- Your instructions
Scan the entries below. Return every line that includes "order".
[[ Records shown, beginning ]]
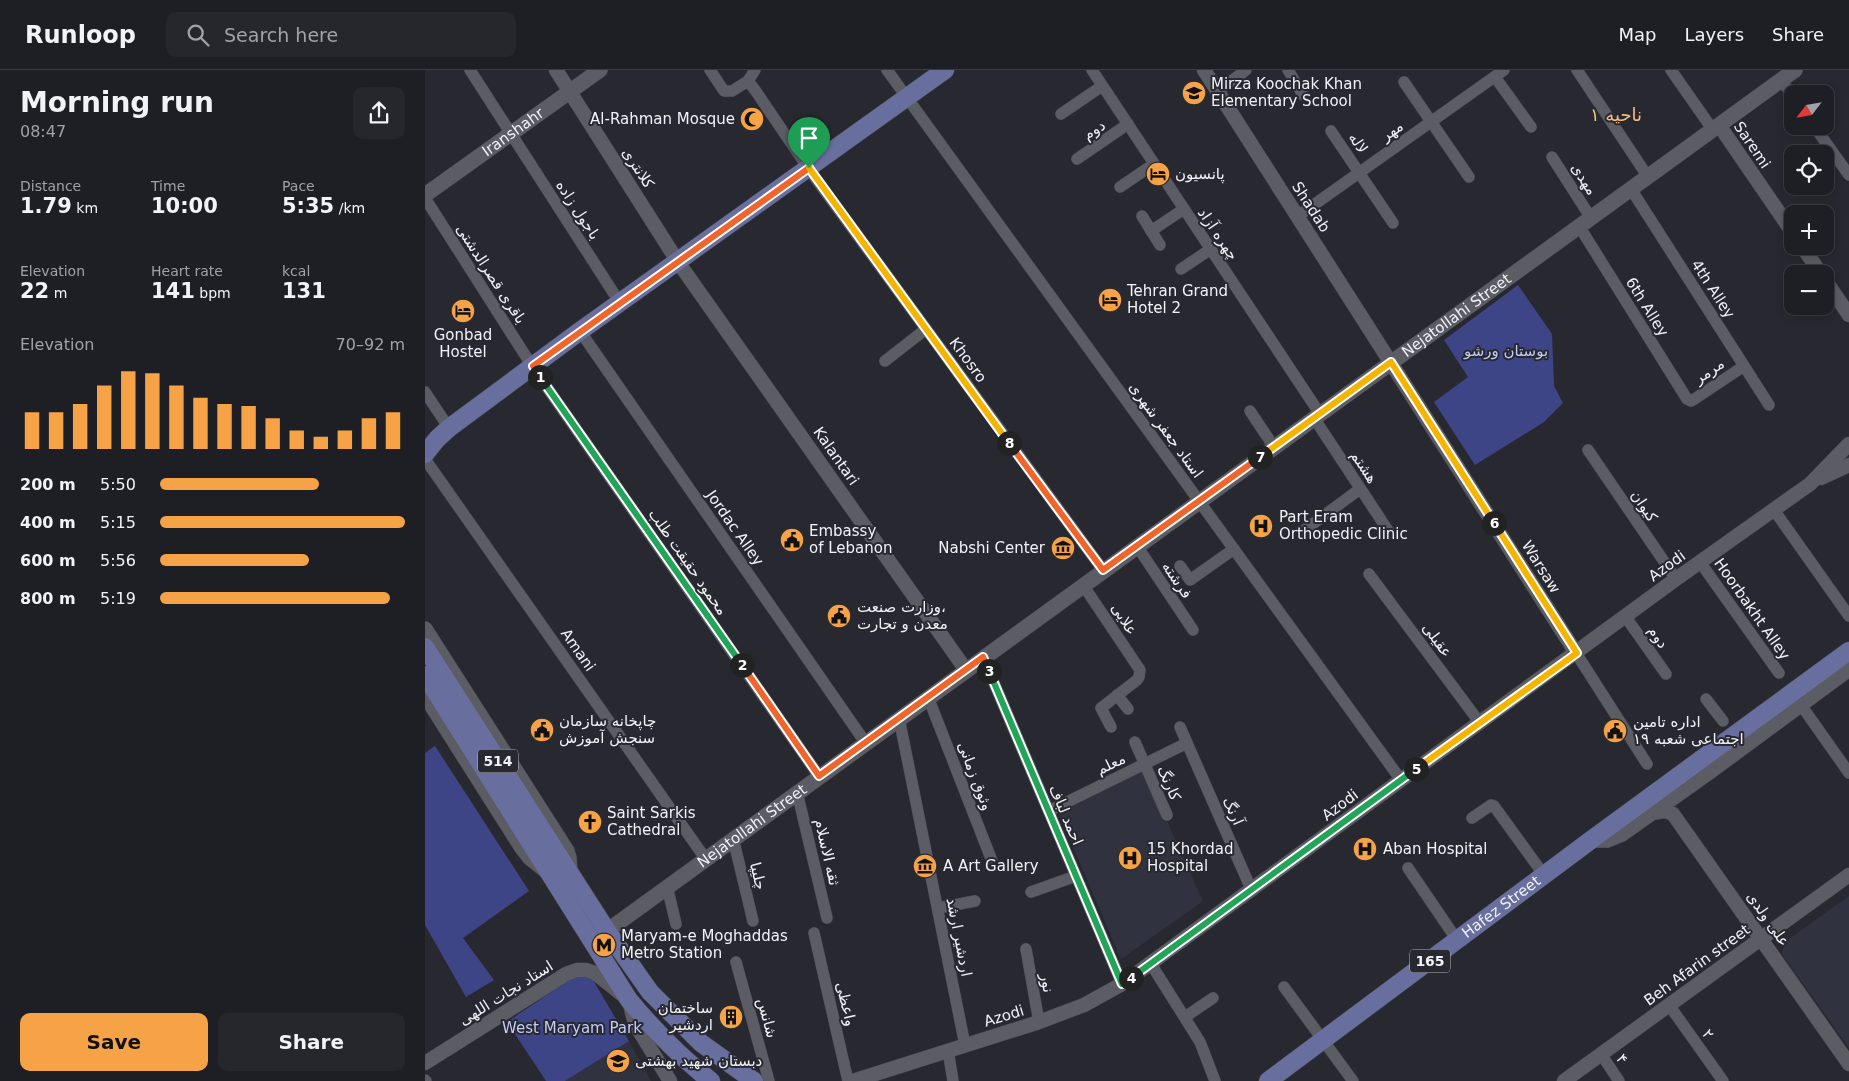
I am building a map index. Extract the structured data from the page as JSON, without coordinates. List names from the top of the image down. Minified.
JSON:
{"streets":{"main road":["Iranshahr","Nejatollahi Street","514","Hafez Street","165"],"street":["دوم","مهر","لاله","Saremi","کلانتری","مهدی","Shadab","باجول زاده","چهره آزاد","باقری قصرالدشتی","4th Alley","6th Alley","Khosro","مرمر","استاد جعفر شهری","Kalantari","هشتم","کیوان","Jordac Alley","محمود حقیقت طلب","Azodi","Warsaw","فرشته","Hoorbakht Alley","علایی","عقیلی","Amani","معلم","وثوق زمانی","کارنگ","آرنگ","احمد لباف","ثقه الاسلام","چلیپا","علی ولدی","اردشیر ارشد","Beh Afarin street","نور","استاد نجات اللهی","واعظی","شانس","۲","۴"]},"crossings":[["دوم","چهره آزاد"],["دوم","Azodi"],["مهر","لاله"],["مهر","Shadab"],["Iranshahr","کلانتری"],["Iranshahr","باجول زاده"],["Iranshahr","باقری قصرالدشتی"],["Saremi","Nejatollahi Street"],["کلانتری","Kalantari"],["مهدی","6th Alley"],["مهدی","Nejatollahi Street"],["Shadab","Nejatollahi Street"],["Shadab","Warsaw"],["چهره آزاد","Nejatollahi Street"],["چهره آزاد","هشتم"],["باقری قصرالدشتی","محمود حقیقت طلب"],["4th Alley","Nejatollahi Street"],["4th Alley","مرمر"],["6th Alley","Nejatollahi Street"],["6th Alley","مرمر"],["Nejatollahi Street","Khosro"],["Nejatollahi Street","استاد جعفر شهری"],["Nejatollahi Street","Kalantari"],["Nejatollahi Street","هشتم"],["Nejatollahi Street","Jordac Alley"],["Nejatollahi Street","محمود حقیقت طلب"],["Nejatollahi Street","Warsaw"],["Nejatollahi Street","فرشته"],["Nejatollahi Street","علایی"],["Nejatollahi Street","Amani"],["Nejatollahi Street","514"],["Nejatollahi Street","وثوق زمانی"],["Nejatollahi Street","احمد لباف"],["Nejatollahi Street","ثقه الاسلام"],["Nejatollahi Street","چلیپا"],["Nejatollahi Street","اردشیر ارشد"],["استاد جعفر شهری","Azodi"],["کیوان","Azodi"],["Azodi","Warsaw"],["Azodi","Hoorbakht Alley"],["Azodi","عقیلی"],["Azodi","آرنگ"],["Azodi","احمد لباف"],["Azodi","اردشیر ارشد"],["Azodi","نور"],["514","استاد نجات اللهی"],["معلم","کارنگ"],["معلم","آرنگ"],["معلم","احمد لباف"],["Hafez Street","علی ولدی"],["علی ولدی","Beh Afarin street"],["Beh Afarin street","۲"],["Beh Afarin street","۴"]],"districts":["ناحیه ۱"],"parks":["بوستان ورشو","West Maryam Park"],"places":{"school or university":["Mirza Koochak Khan Elementary School","دبستان شهید بهشتی"],"mosque":["Al-Rahman Mosque"],"hotel":["پانسیون","Tehran Grand Hotel 2","Gonbad Hostel"],"hospital":["Part Eram Orthopedic Clinic","Aban Hospital","15 Khordad Hospital"],"public building":["Embassy of Lebanon","وزارت صنعت، معدن و تجارت","چاپخانه سازمان سنجش آموزش","اداره تامین اجتماعی شعبه ۱۹"],"museum":["Nabshi Center","A Art Gallery"],"church":["Saint Sarkis Cathedral"],"metro station":["Maryam-e Moghaddas Metro Station"],"building":["ساختمان اردشیر"]},"north":"bottom left","page":{"header":"Runloop","search":"Search here","nav":["Map","Layers","Share"],"heading":["Morning run","08:47"],"map_buttons":["+","−"],"stats":[["Distance","1.79 km"],["Time","10:00"],["Pace","5:35 /km"],["Elevation","22 m"],["Heart rate","141 bpm"],["kcal","131"]],"chart":["Elevation","70–92 m"],"pins":["1","8","7","6","2","3","5","4"],"list":[{"name":"200 m","note":"5:50"},{"name":"400 m","note":"5:15"},{"name":"600 m","note":"5:56"},{"name":"800 m","note":"5:19"}],"buttons":["Save","Share"]}}
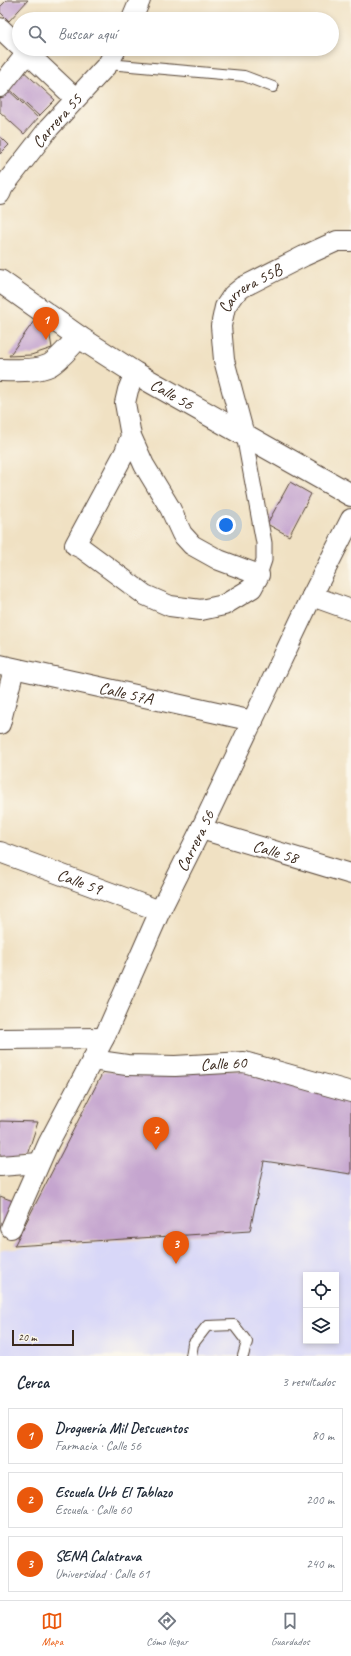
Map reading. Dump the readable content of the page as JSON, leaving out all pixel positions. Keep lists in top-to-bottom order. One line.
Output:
{"streets":{"street":["Carrera 55","Carrera 55B","Calle 56","Calle 57A","Carrera 56","Calle 58","Calle 59","Calle 60"]},"crossings":[["Carrera 55B","Calle 56"],["Calle 57A","Carrera 56"],["Carrera 56","Calle 58"],["Carrera 56","Calle 59"],["Carrera 56","Calle 60"]],"scale_bar":"20 m","page":{"search":"Buscar aquí","pins":["1","2","3"],"scale":"20 m","heading":["Cerca","3 resultados"],"list":[{"mark":"1","name":"Droguería Mil Descuentos","note":"Farmacia · Calle 56","value":"80 m"},{"mark":"2","name":"Escuela Urb El Tablazo","note":"Escuela · Calle 60","value":"200 m"},{"mark":"3","name":"SENA Calatrava","note":"Universidad · Calle 61","value":"240 m"}],"nav":["Mapa","Cómo llegar","Guardados"]}}
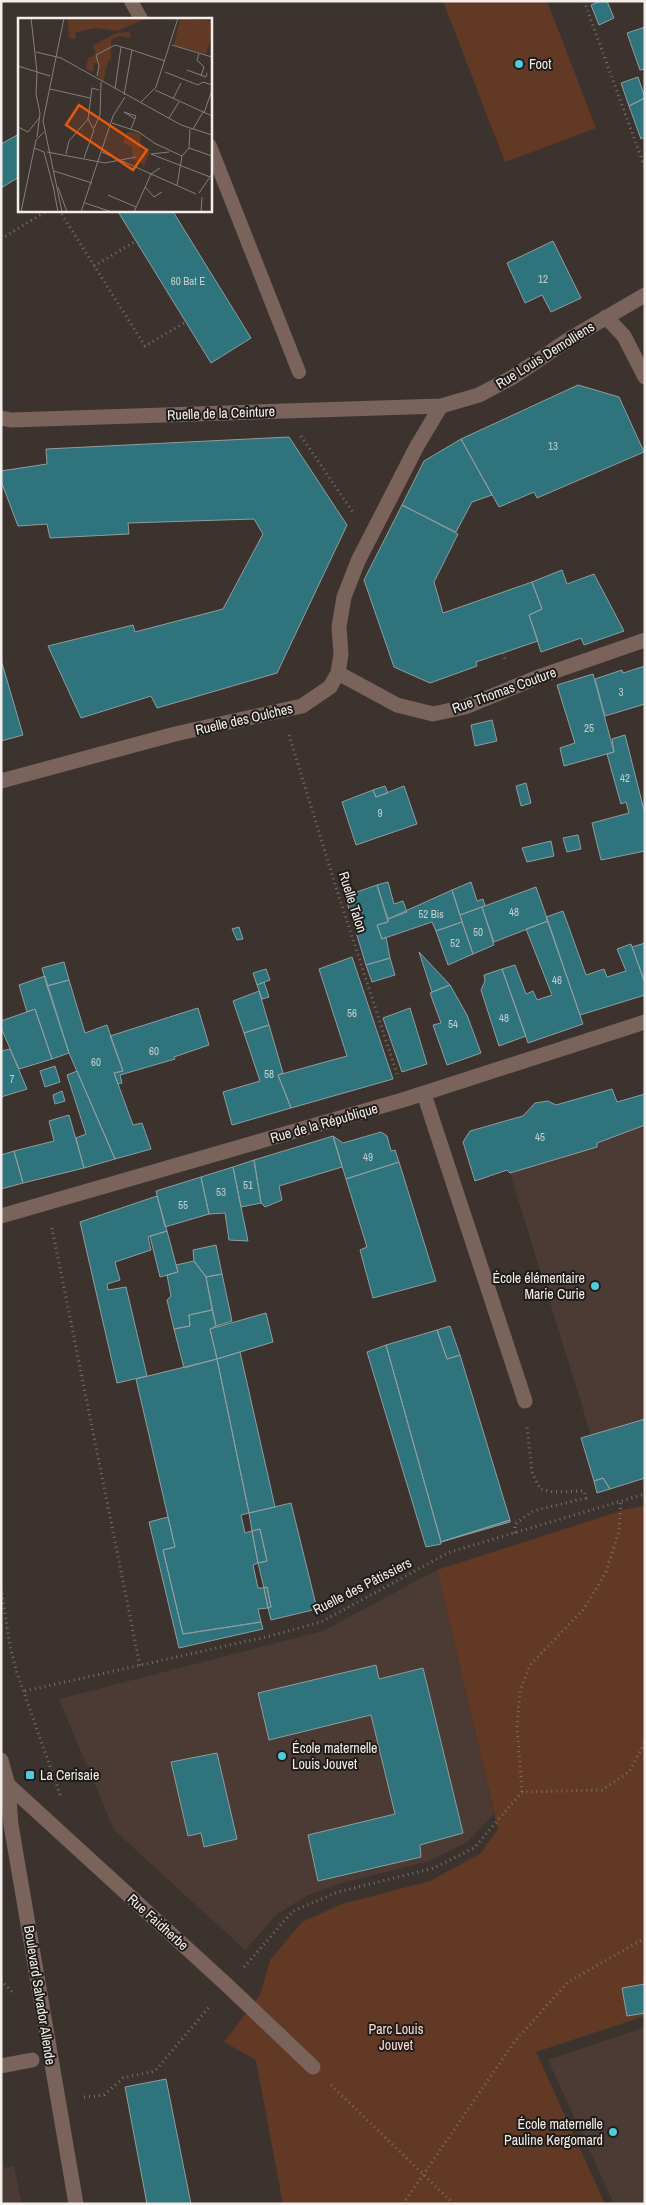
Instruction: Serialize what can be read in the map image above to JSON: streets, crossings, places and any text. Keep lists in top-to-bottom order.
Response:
{
  "streets": {
    "street": [
      "Rue Louis Demolliens",
      "Ruelle de la Ceinture",
      "Rue Thomas Couture",
      "Ruelle des Oulches",
      "Rue de la République",
      "Rue Faidherbe",
      "Boulevard Salvador Allende"
    ],
    "path": ["Ruelle Talon", "Ruelle des Pâtissiers"]
  },
  "crossings": [
    ["Rue Louis Demolliens", "Ruelle de la Ceinture"],
    ["Rue Thomas Couture", "Ruelle des Oulches"],
    ["Ruelle des Oulches", "Ruelle Talon"],
    ["Ruelle Talon", "Rue de la République"],
    ["Rue Faidherbe", "Boulevard Salvador Allende"]
  ],
  "parks": ["Parc Louis Jouvet"],
  "places": {
    "other": [
      "Foot",
      "École élémentaire Marie Curie",
      "École maternelle Louis Jouvet",
      "École maternelle Pauline Kergomard"
    ],
    "transit": ["La Cerisaie"]
  },
  "house_numbers": [
    "12",
    "60 Bat E",
    "13",
    "3",
    "25",
    "42",
    "9",
    "48",
    "52 Bis",
    "50",
    "52",
    "46",
    "56",
    "48",
    "54",
    "60",
    "60",
    "58",
    "7",
    "45",
    "49",
    "51",
    "53",
    "55"
  ]
}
[[ Records shown, end ]]
- Response to this exercise
Map reading. Dump the readable content of the page as JSON, leaving out all pixel positions. Keep lists in top-to-bottom order. One line.
Instruction: Serialize what can be read in the map image above to JSON: streets, crossings, places and any text. Keep lists in top-to-bottom order.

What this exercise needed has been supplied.